** Opening DATA FOR ANALYSIS block **

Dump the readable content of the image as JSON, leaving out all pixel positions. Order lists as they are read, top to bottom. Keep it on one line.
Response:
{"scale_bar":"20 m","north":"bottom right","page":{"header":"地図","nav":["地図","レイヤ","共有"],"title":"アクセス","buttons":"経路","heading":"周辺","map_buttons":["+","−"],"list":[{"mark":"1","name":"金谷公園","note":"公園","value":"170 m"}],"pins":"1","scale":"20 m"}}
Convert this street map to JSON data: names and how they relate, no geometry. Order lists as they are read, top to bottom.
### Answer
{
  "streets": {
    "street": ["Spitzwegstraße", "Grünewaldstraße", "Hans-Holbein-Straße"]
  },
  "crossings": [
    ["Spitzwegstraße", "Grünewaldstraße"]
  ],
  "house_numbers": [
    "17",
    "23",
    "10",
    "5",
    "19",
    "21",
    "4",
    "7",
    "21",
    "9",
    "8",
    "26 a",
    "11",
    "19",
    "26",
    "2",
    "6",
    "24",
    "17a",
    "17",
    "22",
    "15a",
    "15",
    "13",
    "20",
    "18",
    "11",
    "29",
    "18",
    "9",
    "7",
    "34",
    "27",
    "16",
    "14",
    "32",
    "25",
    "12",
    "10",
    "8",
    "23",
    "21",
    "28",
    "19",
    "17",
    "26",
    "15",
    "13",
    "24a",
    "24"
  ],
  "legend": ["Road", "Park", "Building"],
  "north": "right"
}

** Closing DATA FOR ANALYSIS block **

WHAT YOU WILL DO
Restate each line above word for word.

COMPLETED TASK
Dump the readable content of the image as JSON, leaving out all pixel positions. Order lists as they are read, top to bottom. Keep it on one line.
Response:
{"scale_bar":"20 m","north":"bottom right","page":{"header":"地図","nav":["地図","レイヤ","共有"],"title":"アクセス","buttons":"経路","heading":"周辺","map_buttons":["+","−"],"list":[{"mark":"1","name":"金谷公園","note":"公園","value":"170 m"}],"pins":"1","scale":"20 m"}}
Convert this street map to JSON data: names and how they relate, no geometry. Order lists as they are read, top to bottom.
### Answer
{
  "streets": {
    "street": ["Spitzwegstraße", "Grünewaldstraße", "Hans-Holbein-Straße"]
  },
  "crossings": [
    ["Spitzwegstraße", "Grünewaldstraße"]
  ],
  "house_numbers": [
    "17",
    "23",
    "10",
    "5",
    "19",
    "21",
    "4",
    "7",
    "21",
    "9",
    "8",
    "26 a",
    "11",
    "19",
    "26",
    "2",
    "6",
    "24",
    "17a",
    "17",
    "22",
    "15a",
    "15",
    "13",
    "20",
    "18",
    "11",
    "29",
    "18",
    "9",
    "7",
    "34",
    "27",
    "16",
    "14",
    "32",
    "25",
    "12",
    "10",
    "8",
    "23",
    "21",
    "28",
    "19",
    "17",
    "26",
    "15",
    "13",
    "24a",
    "24"
  ],
  "legend": ["Road", "Park", "Building"],
  "north": "right"
}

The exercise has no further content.